En la noche de la Tierra Media, las luces destacan por su poder. Porque una luz puede ser muchas cosas: tranquilizadora y nerviosa a la vez, segura y peligrosa. La llama tiembla como si acogiera nuestros miedos, mientras reclama la presencia de todas las criaturas que, atraídas por el baile del fuego, buscan refugio sin saber que, quizás, será hostilidad lo que encuentren. Hostilidad en el ardor del fuego, o en el de quien lo encendió. La llama da vida a una casa, hasta el punto de hacerla hogar. Pero también la puede destruir. Hay quienes prefieren correr el riesgo de estar junto a la luz. El protagonista de esta historia prefería la oscuridad.
Por ello, cuando recuperó la conciencia, la oscuridad lo acogió, y si no fuera por la humedad, habría jurado que estaba de nuevo en casa. O puede que en el campamento, donde aprendió a yacer entre la maleza a oscuras, y a esperar, y a no ser más que parte de esa oscuridad. Pero el agua era fría, y lo abrazaba con tibieza. Se despertó cuando el agua le llegó a la boca, y aún cuando se incorporaba no notaba la diferencia entre ese habitáculo y cualquier otro de su vida. No obstante la notó, y fue un detalle el que le llamó la atención: lo último que recordaba era que volvía del frente y divisaba su pueblo, cuando todo se le vino encima.

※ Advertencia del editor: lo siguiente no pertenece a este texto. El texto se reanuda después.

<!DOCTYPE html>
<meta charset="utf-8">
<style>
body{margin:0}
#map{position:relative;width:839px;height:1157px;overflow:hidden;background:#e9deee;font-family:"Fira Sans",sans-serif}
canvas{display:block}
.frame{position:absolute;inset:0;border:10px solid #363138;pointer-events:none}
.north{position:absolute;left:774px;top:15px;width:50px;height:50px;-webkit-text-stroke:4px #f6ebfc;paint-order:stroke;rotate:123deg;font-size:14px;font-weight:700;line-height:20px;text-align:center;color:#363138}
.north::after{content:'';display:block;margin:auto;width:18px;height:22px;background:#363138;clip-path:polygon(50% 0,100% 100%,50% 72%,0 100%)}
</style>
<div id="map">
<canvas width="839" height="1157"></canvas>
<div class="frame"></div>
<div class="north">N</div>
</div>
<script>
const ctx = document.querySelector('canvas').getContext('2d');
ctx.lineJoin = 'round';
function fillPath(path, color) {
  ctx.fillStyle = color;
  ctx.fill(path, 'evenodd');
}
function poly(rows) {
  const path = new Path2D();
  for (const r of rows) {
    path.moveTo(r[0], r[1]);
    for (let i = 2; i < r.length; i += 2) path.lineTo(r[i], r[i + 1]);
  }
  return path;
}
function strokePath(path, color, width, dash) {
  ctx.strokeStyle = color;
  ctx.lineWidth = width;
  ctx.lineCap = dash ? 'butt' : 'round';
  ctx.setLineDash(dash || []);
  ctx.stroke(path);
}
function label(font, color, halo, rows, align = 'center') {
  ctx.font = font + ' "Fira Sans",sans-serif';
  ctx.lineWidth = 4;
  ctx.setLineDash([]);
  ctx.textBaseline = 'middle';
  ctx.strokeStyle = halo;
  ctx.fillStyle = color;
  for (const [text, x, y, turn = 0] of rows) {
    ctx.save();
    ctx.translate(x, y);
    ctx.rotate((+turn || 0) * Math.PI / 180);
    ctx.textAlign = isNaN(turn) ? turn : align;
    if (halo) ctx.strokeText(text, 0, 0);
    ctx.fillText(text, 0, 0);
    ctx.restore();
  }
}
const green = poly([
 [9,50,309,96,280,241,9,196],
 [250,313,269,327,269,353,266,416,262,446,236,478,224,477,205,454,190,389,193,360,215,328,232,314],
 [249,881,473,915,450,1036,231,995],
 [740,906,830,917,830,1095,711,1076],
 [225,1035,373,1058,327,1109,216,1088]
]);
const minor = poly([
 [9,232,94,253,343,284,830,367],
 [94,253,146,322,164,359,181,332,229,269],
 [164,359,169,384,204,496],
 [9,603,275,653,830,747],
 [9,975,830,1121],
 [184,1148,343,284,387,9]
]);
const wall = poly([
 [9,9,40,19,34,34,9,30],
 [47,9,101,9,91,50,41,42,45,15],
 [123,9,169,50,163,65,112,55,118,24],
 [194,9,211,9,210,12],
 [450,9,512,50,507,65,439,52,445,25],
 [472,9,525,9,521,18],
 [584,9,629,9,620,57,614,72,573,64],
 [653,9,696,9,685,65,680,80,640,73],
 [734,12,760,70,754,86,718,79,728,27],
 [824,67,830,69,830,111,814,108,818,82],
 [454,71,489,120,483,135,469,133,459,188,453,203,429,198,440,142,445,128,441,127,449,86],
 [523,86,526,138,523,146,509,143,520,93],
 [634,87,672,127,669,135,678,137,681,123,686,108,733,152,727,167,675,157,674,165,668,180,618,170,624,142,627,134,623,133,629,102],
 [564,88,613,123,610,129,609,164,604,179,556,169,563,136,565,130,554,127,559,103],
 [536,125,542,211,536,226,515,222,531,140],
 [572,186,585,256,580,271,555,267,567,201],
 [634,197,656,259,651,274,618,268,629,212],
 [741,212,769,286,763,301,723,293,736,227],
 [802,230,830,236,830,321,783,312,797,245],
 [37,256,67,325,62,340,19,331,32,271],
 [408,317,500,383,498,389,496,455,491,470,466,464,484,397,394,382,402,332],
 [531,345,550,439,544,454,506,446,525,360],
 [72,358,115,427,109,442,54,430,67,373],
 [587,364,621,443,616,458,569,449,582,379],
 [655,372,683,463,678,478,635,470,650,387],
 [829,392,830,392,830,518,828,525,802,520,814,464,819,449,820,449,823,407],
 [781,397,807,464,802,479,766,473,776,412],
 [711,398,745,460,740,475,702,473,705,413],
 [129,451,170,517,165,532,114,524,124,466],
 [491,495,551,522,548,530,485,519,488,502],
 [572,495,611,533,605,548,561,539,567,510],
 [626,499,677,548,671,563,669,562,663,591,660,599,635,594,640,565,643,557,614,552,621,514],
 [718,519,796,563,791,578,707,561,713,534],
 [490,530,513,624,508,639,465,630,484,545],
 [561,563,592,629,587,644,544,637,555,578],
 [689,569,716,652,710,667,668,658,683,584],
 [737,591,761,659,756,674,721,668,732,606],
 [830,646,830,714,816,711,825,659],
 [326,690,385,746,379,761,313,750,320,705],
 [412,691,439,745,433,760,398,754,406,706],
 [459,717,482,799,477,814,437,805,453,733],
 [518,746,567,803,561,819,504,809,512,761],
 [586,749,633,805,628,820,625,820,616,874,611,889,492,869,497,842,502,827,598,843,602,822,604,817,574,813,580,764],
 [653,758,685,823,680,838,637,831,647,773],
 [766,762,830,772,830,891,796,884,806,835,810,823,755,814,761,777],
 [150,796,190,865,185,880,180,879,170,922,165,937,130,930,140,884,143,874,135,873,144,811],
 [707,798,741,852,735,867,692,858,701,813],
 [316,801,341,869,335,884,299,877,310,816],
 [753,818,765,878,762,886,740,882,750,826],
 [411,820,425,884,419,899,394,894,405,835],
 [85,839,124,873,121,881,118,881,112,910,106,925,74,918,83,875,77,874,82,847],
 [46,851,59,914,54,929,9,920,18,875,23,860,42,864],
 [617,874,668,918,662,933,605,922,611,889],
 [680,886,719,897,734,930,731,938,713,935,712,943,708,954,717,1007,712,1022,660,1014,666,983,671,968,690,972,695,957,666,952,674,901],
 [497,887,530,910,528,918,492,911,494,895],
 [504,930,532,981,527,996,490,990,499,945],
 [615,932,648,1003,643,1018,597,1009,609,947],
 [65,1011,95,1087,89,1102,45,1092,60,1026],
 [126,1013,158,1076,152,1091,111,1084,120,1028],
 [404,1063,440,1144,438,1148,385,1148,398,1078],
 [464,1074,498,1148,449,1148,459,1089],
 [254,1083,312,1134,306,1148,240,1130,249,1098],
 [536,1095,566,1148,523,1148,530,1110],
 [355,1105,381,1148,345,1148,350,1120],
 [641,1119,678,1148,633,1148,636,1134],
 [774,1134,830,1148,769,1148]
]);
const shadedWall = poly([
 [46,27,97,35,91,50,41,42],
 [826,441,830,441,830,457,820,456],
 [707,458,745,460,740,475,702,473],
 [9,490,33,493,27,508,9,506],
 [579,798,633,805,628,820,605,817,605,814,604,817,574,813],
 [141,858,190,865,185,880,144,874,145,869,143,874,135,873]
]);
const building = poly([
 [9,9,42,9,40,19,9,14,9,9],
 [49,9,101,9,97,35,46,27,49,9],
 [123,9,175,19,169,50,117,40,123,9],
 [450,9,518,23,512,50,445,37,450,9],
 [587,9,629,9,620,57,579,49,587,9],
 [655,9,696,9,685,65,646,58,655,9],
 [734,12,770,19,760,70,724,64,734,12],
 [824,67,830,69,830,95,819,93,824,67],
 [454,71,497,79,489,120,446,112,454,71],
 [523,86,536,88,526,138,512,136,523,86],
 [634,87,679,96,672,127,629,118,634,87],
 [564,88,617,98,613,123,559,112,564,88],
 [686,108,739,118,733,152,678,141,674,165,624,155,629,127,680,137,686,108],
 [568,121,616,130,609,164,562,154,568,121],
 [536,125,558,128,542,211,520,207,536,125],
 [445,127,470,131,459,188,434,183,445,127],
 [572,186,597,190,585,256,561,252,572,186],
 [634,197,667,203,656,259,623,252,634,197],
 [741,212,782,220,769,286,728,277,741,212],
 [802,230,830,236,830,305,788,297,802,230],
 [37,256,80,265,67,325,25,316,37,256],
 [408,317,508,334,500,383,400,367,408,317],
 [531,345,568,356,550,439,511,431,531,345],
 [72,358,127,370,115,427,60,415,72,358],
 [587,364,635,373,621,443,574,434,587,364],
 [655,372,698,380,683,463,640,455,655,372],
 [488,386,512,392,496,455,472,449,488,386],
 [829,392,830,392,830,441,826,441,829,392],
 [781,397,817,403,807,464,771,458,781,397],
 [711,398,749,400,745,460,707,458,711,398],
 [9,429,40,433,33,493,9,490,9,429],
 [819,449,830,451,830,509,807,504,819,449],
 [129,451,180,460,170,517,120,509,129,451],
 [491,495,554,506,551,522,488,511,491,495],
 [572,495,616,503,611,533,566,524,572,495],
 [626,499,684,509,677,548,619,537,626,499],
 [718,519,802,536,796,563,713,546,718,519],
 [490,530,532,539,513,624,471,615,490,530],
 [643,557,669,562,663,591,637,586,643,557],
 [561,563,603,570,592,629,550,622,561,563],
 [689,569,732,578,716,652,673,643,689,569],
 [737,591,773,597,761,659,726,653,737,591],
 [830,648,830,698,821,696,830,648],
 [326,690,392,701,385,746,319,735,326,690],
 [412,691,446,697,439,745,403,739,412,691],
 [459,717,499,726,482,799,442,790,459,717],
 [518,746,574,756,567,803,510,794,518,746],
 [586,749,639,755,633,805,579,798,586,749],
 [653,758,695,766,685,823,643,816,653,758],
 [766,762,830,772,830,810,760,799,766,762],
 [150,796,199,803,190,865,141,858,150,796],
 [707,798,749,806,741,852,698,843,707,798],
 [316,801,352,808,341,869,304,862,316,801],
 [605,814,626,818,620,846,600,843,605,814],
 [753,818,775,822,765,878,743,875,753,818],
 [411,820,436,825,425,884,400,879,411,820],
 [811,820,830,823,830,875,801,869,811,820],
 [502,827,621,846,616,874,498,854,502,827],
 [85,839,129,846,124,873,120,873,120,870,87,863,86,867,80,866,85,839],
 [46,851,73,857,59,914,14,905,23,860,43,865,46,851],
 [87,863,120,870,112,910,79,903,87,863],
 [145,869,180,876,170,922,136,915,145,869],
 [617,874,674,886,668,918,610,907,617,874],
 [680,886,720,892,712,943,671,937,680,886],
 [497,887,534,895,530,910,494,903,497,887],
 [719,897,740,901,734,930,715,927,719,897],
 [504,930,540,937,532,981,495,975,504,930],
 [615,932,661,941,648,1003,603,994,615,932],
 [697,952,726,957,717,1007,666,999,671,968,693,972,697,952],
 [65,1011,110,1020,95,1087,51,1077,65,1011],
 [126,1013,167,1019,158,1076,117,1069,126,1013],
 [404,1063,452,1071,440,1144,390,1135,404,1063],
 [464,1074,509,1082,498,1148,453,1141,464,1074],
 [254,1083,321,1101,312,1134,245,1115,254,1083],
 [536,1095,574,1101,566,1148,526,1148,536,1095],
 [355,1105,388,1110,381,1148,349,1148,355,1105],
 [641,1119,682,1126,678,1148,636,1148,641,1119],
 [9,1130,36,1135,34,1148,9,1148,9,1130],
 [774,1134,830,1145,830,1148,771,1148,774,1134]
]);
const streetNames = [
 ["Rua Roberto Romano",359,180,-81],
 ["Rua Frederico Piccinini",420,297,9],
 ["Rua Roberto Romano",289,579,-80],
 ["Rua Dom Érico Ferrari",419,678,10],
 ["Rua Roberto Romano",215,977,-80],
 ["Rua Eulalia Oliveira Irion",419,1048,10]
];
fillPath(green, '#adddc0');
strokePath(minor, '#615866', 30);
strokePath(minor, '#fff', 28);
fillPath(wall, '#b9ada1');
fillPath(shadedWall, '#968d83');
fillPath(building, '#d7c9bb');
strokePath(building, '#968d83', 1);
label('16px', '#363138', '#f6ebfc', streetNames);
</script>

Entonces decidió que tenía dos cosas que hacer: averiguar dónde estaba y salir de allí. Y para averiguar lo primero, se quedó quieto. Estaba acostumbrado a sentir. Se quedaba quieto, y las cosas empezaban a hablarle, a oler, a activar su tacto. Y así descubrió lo siguiente: el agua que lo había cubierto ya sólo le llegaba por la pantorrilla, y fluía, entrando desde algún lugar no muy lejos a su izquierda, y saliendo por alguna abertura a su derecha. De alguna manera, cuando estaba sentado contra la pared, había taponado la salida del agua, que había empezado a cubrirle. Viendo la velocidad con la que se había vaciado, concluyó que no debía ser un lugar muy amplio; efectivamente, al estirar los brazos, pudo tocar sendas paredes, y al girar, descubrió la redondez de los paramentos. Su tacto era suave y frío, como sólo podía ser el de la piedra tallada. Llegó a la conclusión de que se hallaba en un pozo. Ahora sólo le quedaba salir de allí.
Comprobó la profundidad arrojando una piedra, y tras asegurarse de que escalar una pared lisa vertical y húmeda era digno de un “descabellado plan B”, pasó a investigar sobre una posible primera opción.